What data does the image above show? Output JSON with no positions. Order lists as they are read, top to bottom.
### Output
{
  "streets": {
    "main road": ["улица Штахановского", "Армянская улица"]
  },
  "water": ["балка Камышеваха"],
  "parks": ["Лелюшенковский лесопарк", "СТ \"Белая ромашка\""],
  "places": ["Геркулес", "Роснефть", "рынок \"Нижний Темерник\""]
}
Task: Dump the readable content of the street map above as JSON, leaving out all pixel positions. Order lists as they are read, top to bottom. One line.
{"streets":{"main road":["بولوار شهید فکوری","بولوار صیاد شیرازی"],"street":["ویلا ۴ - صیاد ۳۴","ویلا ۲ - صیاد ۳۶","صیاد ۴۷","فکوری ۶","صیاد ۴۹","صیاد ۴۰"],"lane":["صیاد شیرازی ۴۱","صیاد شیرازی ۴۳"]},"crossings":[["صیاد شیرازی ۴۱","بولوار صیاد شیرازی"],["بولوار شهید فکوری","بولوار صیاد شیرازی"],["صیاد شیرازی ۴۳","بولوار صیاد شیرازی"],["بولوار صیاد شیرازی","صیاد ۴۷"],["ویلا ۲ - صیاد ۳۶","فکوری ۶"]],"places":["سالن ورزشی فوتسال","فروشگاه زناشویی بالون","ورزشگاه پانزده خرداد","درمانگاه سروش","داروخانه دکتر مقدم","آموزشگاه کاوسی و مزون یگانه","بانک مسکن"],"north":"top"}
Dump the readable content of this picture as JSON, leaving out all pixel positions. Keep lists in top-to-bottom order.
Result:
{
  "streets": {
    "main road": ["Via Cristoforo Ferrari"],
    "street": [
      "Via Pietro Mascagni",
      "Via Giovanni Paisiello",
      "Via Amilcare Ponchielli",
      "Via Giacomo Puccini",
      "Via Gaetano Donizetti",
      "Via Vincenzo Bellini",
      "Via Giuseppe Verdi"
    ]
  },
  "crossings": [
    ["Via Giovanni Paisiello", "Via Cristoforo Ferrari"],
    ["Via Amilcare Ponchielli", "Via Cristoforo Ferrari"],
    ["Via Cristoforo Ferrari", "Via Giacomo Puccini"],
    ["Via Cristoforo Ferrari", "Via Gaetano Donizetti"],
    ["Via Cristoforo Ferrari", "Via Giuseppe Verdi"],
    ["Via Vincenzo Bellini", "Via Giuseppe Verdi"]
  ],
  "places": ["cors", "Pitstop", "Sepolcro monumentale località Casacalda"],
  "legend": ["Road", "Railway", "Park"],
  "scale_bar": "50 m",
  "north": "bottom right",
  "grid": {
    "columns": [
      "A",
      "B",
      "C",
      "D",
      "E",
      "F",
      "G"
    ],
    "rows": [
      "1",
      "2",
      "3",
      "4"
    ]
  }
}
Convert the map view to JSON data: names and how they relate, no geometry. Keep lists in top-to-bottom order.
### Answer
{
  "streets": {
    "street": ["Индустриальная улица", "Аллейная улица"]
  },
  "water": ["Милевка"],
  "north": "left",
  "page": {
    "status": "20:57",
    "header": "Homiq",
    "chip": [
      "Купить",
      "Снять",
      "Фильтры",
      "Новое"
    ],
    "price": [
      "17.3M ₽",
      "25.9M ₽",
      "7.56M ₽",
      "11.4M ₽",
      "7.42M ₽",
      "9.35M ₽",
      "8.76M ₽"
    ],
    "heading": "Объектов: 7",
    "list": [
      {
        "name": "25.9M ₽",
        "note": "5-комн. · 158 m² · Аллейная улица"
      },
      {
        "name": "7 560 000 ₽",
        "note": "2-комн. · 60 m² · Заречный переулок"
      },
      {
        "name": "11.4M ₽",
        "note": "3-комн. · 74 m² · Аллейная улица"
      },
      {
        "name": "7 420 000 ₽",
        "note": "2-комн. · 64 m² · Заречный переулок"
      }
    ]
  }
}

TASK TO COMPLETE: Work out, please, how many lines above contain "Keep"; answer only with the number.

EXERCISE OUTPUT: 2